• [PROBLEM REQUIREMENTS] From the first line down to the one containing "position:absolute; left:2261px; top:18px;", reproduce the entries below exactly and leave out the pictures.

━━━━━ SUPPLIED ENTRIES ━━━━━

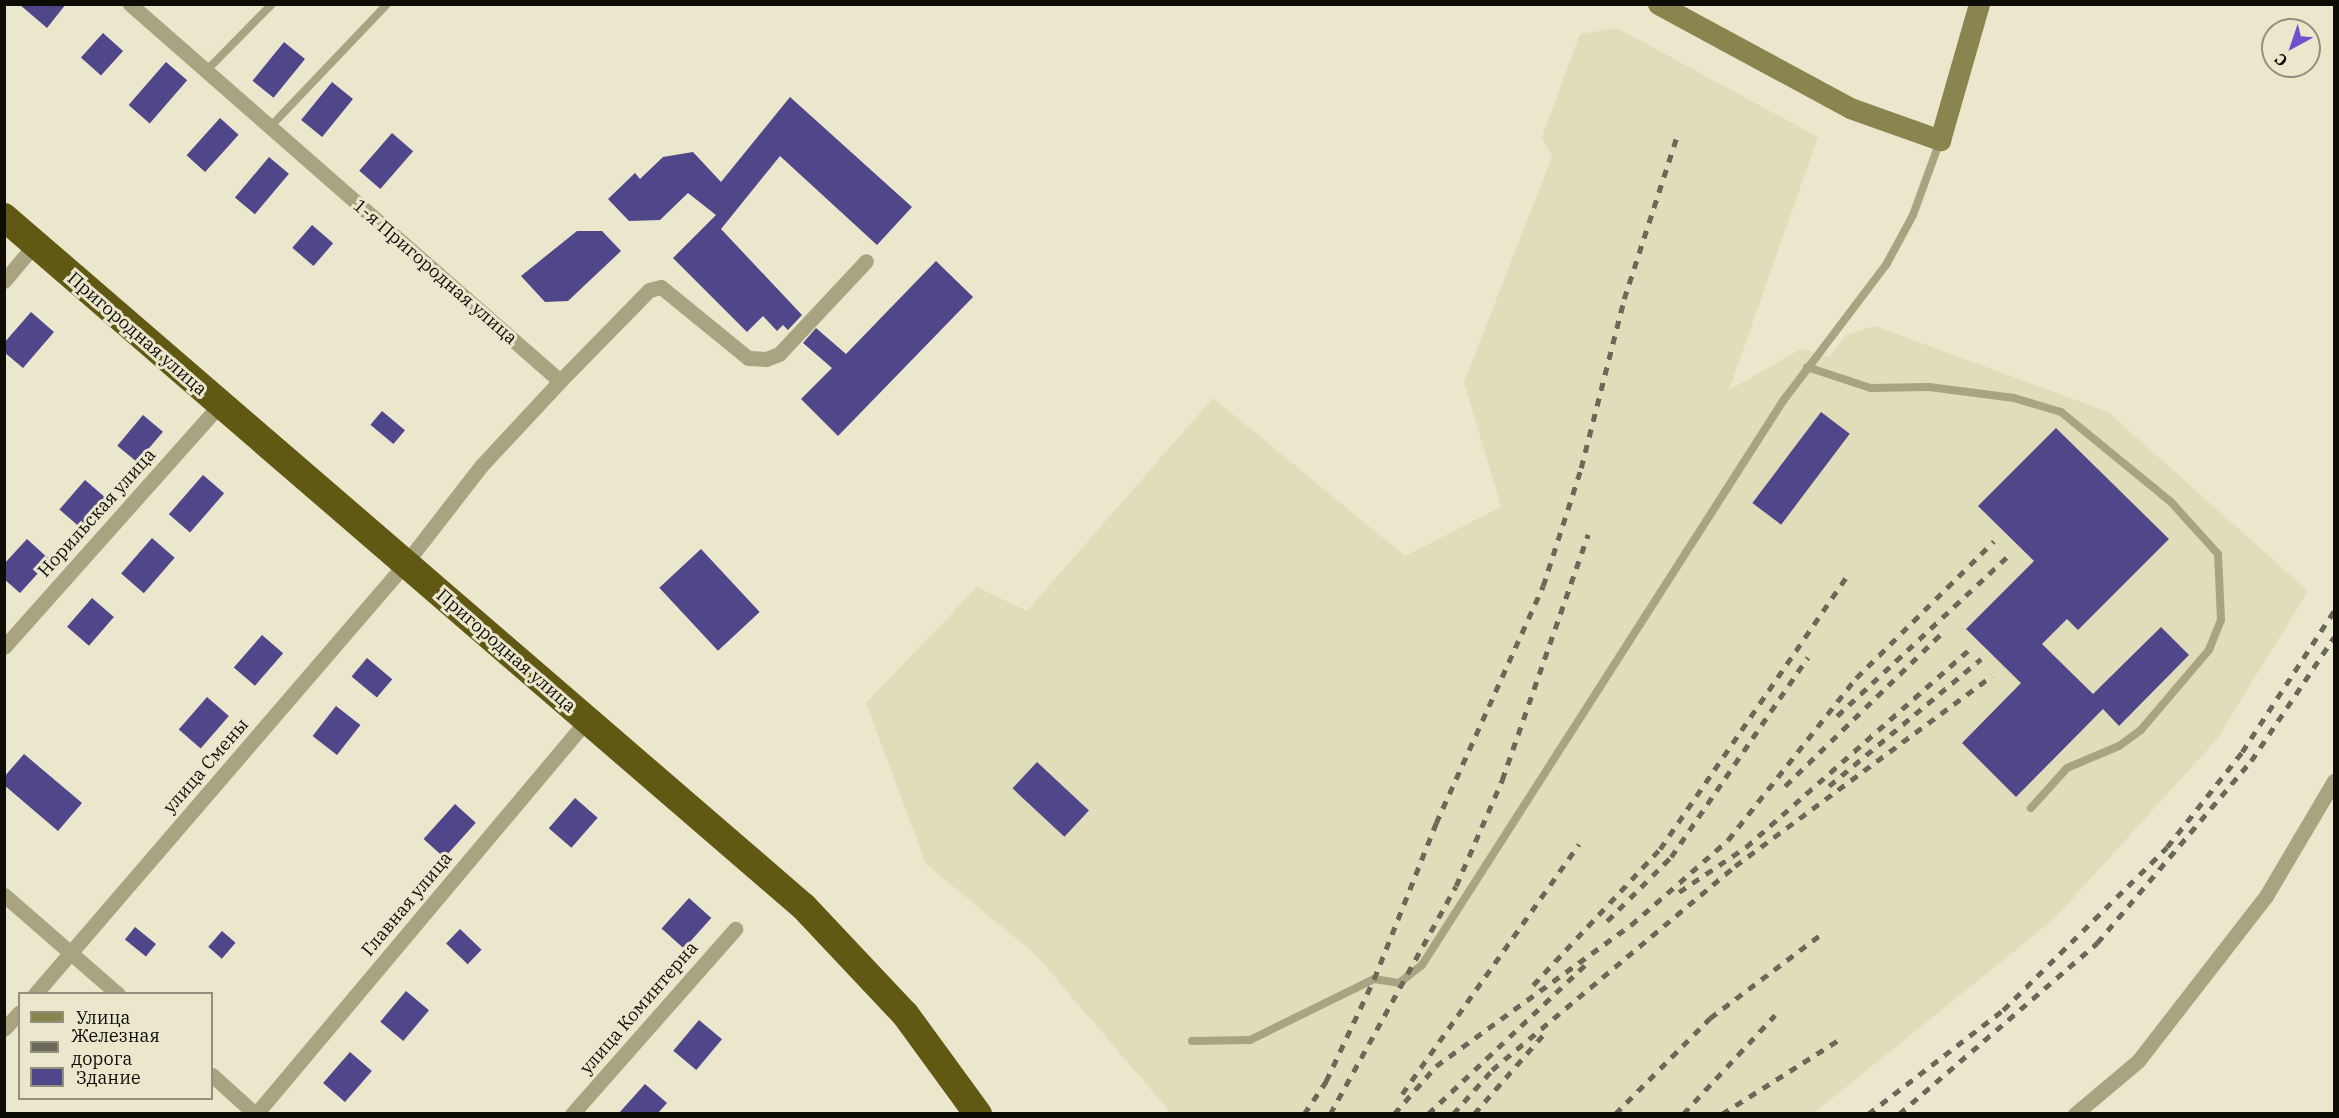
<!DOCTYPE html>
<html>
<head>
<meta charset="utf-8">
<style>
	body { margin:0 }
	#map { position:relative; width:2339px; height:1118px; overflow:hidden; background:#eae7cd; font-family:"IBM Plex Serif",serif }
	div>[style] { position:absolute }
	.built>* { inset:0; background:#e0ddbb }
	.building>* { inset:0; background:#50468a; transform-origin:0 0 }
	.lane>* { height:8px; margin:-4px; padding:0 4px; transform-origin:4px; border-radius:4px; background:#a8a481 }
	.street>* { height:15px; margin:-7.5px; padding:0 7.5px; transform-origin:7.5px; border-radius:7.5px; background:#a8a481 }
	.secondary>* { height:21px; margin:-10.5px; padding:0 10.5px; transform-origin:10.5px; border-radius:10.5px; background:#8a844e }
	.highway>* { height:28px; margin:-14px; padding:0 14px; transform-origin:14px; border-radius:14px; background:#605813 }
	.rail>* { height:4.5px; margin-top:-2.25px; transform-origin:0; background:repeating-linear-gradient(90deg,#6a6859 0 8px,transparent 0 16px) }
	span { translate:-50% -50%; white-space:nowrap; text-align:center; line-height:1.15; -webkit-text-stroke:6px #eae7cd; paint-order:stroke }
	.street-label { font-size:18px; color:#0e0d05 }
	.frame { position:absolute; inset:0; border:6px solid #0e0d05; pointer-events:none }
	.legend { position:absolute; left:18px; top:992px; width:195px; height:108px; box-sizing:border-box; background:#eae7cd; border:2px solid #92907d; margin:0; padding:8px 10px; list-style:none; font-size:18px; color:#0e0d05 }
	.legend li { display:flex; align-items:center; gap:12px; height:30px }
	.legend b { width:30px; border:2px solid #92907d }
	.north { position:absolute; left:2261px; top:18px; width:60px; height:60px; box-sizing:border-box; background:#eae7cd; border:2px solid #92907d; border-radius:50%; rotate:220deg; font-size:16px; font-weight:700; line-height:24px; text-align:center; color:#0e0d05 }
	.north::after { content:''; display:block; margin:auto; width:21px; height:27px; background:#6c53cd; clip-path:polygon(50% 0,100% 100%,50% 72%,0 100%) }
</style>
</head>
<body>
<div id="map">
	<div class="built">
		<div style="clip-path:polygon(1617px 28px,1818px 137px,1729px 390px,1801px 349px,1830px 357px,1846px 335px,1875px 326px,2108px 412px,2308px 591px,2217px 739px,2054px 919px,1814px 1113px,1171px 1113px,1035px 954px,926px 864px,866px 703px,977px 587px,1027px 611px,1213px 398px,1405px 556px,1501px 507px,1464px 382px,1552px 157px,1542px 137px,1580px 34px)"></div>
	</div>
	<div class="building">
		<div style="clip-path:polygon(19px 4px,66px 4px,47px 28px)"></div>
		<div style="left:103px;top:33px;width:27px;height:33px;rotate:42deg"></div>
		<div style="left:284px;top:42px;width:27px;height:50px;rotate:39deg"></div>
		<div style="left:166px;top:62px;width:28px;height:57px;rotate:41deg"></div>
		<div style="left:332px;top:82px;width:27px;height:49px;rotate:39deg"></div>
		<div style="clip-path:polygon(790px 97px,912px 207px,877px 245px,780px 156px,721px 229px,802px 315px,788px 330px,783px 325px,777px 331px,763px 316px,747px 332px,673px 258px,716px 215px,688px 193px,660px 220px,629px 221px,608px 199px,635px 173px,640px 179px,663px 157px,693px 152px,721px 182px)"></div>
		<div style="left:220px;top:118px;width:25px;height:50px;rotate:42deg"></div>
		<div style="left:392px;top:133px;width:28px;height:50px;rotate:41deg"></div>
		<div style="left:269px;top:157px;width:26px;height:53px;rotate:40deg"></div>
		<div style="left:312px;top:225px;width:28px;height:30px;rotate:41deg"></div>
		<div style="clip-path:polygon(577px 231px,602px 231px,621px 251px,568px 301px,545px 302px,521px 276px)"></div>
		<div style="clip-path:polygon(936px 261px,973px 297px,838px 436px,801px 399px,832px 368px,803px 343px,816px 328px,846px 354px)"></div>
		<div style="clip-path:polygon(31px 312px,54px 332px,23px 368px,4px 352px,4px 343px)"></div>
		<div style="left:382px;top:411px;width:30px;height:18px;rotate:40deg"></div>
		<div style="left:1821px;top:412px;width:36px;height:114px;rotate:37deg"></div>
		<div style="left:143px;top:415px;width:26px;height:40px;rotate:40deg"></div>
		<div style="clip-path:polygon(2056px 428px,2169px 539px,2078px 630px,2067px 619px,2042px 644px,2093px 694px,2161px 627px,2189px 655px,2119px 726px,2103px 709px,2016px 797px,1962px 743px,2021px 683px,1966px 629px,2034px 561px,1978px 506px)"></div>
		<div style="left:203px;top:475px;width:28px;height:52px;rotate:41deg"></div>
		<div style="left:85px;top:480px;width:28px;height:39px;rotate:41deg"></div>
		<div style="left:152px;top:538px;width:30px;height:47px;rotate:41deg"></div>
		<div style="clip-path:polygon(27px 539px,50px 560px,20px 593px,4px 579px,4px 564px)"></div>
		<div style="left:701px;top:549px;width:86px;height:57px;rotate:47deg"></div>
		<div style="left:92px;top:598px;width:29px;height:38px;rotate:41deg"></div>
		<div style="left:262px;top:635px;width:28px;height:43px;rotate:41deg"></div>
		<div style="left:367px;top:658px;width:33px;height:24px;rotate:40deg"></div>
		<div style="left:207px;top:697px;width:29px;height:43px;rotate:41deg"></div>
		<div style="left:336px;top:706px;width:31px;height:38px;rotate:38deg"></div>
		<div style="clip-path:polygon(24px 754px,82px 803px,58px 831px,4px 785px,4px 777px)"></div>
		<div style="left:1037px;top:762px;width:71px;height:36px;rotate:43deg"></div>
		<div style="left:575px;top:798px;width:30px;height:40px;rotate:41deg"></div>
		<div style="left:455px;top:804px;width:28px;height:47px;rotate:42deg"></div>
		<div style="left:689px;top:898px;width:30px;height:41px;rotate:42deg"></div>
		<div style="left:135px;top:927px;width:27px;height:16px;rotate:39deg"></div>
		<div style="left:460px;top:929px;width:30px;height:20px;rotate:44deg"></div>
		<div style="left:222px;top:931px;width:18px;height:21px;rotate:41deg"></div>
		<div style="left:406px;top:991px;width:30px;height:40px;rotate:40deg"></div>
		<div style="left:699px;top:1020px;width:30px;height:40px;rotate:40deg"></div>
		<div style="left:350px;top:1052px;width:29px;height:41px;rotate:41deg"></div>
		<div style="clip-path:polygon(645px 1084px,667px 1103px,658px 1113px,619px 1113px)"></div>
	</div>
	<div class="lane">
		<div style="left:205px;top:72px;width:95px;rotate:-45.4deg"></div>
		<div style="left:270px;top:127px;width:170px;rotate:-46.4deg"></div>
		<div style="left:1807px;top:367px;width:67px;rotate:18.2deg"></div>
		<div style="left:1871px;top:388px;width:58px;rotate:-1deg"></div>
		<div style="left:1929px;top:387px;width:86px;rotate:7.4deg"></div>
		<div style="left:2014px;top:398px;width:49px;rotate:16.6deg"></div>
		<div style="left:2061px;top:412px;width:142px;rotate:39.3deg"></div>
		<div style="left:2171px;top:502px;width:70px;rotate:47.9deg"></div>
		<div style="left:2218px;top:554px;width:66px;rotate:87.4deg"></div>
		<div style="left:2221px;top:620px;width:32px;rotate:112deg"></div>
		<div style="left:2209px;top:650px;width:105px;rotate:130.4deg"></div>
		<div style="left:2141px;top:730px;width:27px;rotate:144deg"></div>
		<div style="left:2119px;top:746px;width:56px;rotate:157.1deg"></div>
		<div style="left:2067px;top:768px;width:54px;rotate:132deg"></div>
		<div style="left:1192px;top:1041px;width:58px;rotate:-1deg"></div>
		<div style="left:1250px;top:1040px;width:138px;rotate:-26.2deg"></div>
		<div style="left:1374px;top:979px;width:25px;rotate:9deg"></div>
		<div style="left:1399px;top:983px;width:29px;rotate:-38deg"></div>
		<div style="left:1422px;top:965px;width:670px;rotate:-57.38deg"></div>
		<div style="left:1783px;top:401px;width:171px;rotate:-52.9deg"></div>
		<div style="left:1886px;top:265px;width:57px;rotate:-61.6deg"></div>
		<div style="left:1913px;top:215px;width:79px;rotate:-70deg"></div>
	</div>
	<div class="street">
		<div style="left:4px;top:281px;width:48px;rotate:-50deg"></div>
		<div style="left:560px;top:381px;width:127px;rotate:-45.6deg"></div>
		<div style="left:649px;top:290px;width:12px;rotate:-14deg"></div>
		<div style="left:661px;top:287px;width:112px;rotate:39.2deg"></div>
		<div style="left:748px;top:358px;width:18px;rotate:3deg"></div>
		<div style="left:766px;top:359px;width:14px;rotate:-21deg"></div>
		<div style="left:779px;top:354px;width:127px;rotate:-46.9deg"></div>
		<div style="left:4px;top:647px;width:323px;rotate:-48.3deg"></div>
		<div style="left:4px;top:895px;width:151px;rotate:41deg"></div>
		<div style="left:35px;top:994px;width:567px;rotate:-49.29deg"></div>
		<div style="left:405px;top:564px;width:124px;rotate:-52.2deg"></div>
		<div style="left:481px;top:466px;width:116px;rotate:-47.1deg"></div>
		<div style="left:560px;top:381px;width:572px;rotate:-138.76deg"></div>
		<div style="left:4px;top:1029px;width:23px;rotate:-47deg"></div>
		<div style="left:212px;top:1075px;width:58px;rotate:42.2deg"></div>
		<div style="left:256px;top:1114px;width:515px;rotate:-49.97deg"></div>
		<div style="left:572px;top:1114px;width:247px;rotate:-48.6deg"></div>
		<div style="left:2075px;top:1114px;width:82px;rotate:-40.1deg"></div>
		<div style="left:2138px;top:1061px;width:209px;rotate:-52.2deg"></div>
		<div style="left:2266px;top:896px;width:134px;rotate:-59.4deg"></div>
	</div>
	<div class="secondary">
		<div style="left:1658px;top:4px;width:218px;rotate:28.4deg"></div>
		<div style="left:1850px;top:108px;width:96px;rotate:19.6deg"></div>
		<div style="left:1940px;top:140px;width:141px;rotate:-74deg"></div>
	</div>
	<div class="highway">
		<div style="left:4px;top:217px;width:1056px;rotate:40.78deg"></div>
		<div style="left:804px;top:907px;width:147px;rotate:46.7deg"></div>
		<div style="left:905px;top:1014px;width:124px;rotate:53.9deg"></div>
	</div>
	<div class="rail">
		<div style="left:1837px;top:716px;width:237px;rotate:-43.1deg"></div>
		<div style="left:1785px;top:786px;width:218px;rotate:-44.3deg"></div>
		<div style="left:1829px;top:786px;width:198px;rotate:-39.9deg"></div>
		<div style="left:1679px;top:892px;width:81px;rotate:-33.9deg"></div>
		<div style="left:1746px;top:847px;width:300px;rotate:-41.5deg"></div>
		<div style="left:1607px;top:921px;width:91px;rotate:-45deg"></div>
		<div style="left:1671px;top:857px;width:242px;rotate:-55.6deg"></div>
		<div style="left:1533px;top:985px;width:186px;rotate:-47deg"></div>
		<div style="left:1660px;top:849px;width:333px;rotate:-55.6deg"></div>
		<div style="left:1402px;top:1094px;width:306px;rotate:-54.7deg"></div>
		<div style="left:1304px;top:1114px;width:40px;rotate:-56deg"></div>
		<div style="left:1326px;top:1081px;width:113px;rotate:-64.8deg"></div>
		<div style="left:1374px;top:979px;width:168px;rotate:-68.3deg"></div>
		<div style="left:1436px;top:823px;width:260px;rotate:-65.7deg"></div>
		<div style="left:1543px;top:586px;width:124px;rotate:-72.1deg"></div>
		<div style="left:1581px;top:468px;width:174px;rotate:-75.7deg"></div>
		<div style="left:1624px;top:299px;width:175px;rotate:-72deg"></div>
		<div style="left:1330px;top:1114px;width:260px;rotate:-61.1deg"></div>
		<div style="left:1456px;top:886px;width:116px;rotate:-66.5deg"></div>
		<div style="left:1502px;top:780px;width:260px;rotate:-70.7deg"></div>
		<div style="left:1394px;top:1114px;width:64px;rotate:-48.8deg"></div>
		<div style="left:1436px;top:1066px;width:241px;rotate:-35.9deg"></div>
		<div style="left:1631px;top:925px;width:129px;rotate:-41.2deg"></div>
		<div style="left:1728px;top:840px;width:206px;rotate:-51.7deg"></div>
		<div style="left:1856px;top:678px;width:194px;rotate:-44.8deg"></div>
		<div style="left:1428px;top:1114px;width:216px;rotate:-43.5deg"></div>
		<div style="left:1453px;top:1114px;width:59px;rotate:-48.4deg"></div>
		<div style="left:1492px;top:1070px;width:317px;rotate:-40deg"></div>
		<div style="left:1735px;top:866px;width:320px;rotate:-36.5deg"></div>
		<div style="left:1474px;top:1114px;width:105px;rotate:-48.9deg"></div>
		<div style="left:1615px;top:1114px;width:135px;rotate:-45.3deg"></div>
		<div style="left:1710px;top:1018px;width:141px;rotate:-37deg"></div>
		<div style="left:1683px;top:1114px;width:135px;rotate:-47.1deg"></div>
		<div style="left:1722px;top:1114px;width:140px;rotate:-32.4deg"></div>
		<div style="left:1868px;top:1114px;width:170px;rotate:-37.6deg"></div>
		<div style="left:2003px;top:1010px;width:231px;rotate:-44.8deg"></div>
		<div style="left:2167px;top:847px;width:121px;rotate:-51.7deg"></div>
		<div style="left:2242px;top:752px;width:168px;rotate:-56.9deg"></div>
		<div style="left:1899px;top:1114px;width:262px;rotate:-40.8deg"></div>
		<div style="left:2097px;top:943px;width:238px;rotate:-49.8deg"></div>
		<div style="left:2251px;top:761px;width:149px;rotate:-56.2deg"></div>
	</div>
	<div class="street-label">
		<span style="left:435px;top:272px;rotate:41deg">1-я Пригородная улица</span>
		<span style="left:137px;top:334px;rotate:41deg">Пригородная улица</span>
		<span style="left:97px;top:513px;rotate:-48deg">Норильская улица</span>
		<span style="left:506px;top:651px;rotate:41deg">Пригородная улица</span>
		<span style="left:206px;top:766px;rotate:-49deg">улица Смены</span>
		<span style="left:407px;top:904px;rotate:-50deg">Главная улица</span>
		<span style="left:639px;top:1008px;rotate:-49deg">улица Коминтерна</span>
	</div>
	<div class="frame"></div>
	<ul class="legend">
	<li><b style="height:8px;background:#8a844e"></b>Улица</li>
	<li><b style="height:8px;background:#6a6859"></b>Железная дорога</li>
	<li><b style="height:16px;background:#50468a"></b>Здание</li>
	</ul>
	<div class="north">С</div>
</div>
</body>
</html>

━━━━━

• [SOLUTION FOR THIS PROBLEM]
<!DOCTYPE html>
<html>
<head>
<meta charset="utf-8">
<style>
	body { margin:0 }
	#map { position:relative; width:2339px; height:1118px; overflow:hidden; background:#eae7cd; font-family:"IBM Plex Serif",serif }
	div>[style] { position:absolute }
	.built>* { inset:0; background:#e0ddbb }
	.building>* { inset:0; background:#50468a; transform-origin:0 0 }
	.lane>* { height:8px; margin:-4px; padding:0 4px; transform-origin:4px; border-radius:4px; background:#a8a481 }
	.street>* { height:15px; margin:-7.5px; padding:0 7.5px; transform-origin:7.5px; border-radius:7.5px; background:#a8a481 }
	.secondary>* { height:21px; margin:-10.5px; padding:0 10.5px; transform-origin:10.5px; border-radius:10.5px; background:#8a844e }
	.highway>* { height:28px; margin:-14px; padding:0 14px; transform-origin:14px; border-radius:14px; background:#605813 }
	.rail>* { height:4.5px; margin-top:-2.25px; transform-origin:0; background:repeating-linear-gradient(90deg,#6a6859 0 8px,transparent 0 16px) }
	span { translate:-50% -50%; white-space:nowrap; text-align:center; line-height:1.15; -webkit-text-stroke:6px #eae7cd; paint-order:stroke }
	.street-label { font-size:18px; color:#0e0d05 }
	.frame { position:absolute; inset:0; border:6px solid #0e0d05; pointer-events:none }
	.legend { position:absolute; left:18px; top:992px; width:195px; height:108px; box-sizing:border-box; background:#eae7cd; border:2px solid #92907d; margin:0; padding:8px 10px; list-style:none; font-size:18px; color:#0e0d05 }
	.legend li { display:flex; align-items:center; gap:12px; height:30px }
	.legend b { width:30px; border:2px solid #92907d }
	.north { position:absolute; left:2261px; top:18px; width:60px; height:60px; box-sizing:border-box; background:#eae7cd; border:2px solid #92907d; border-radius:50%; rotate:220deg; font-size:16px; font-weight:700; line-height:24px; text-align:center; color:#0e0d05 }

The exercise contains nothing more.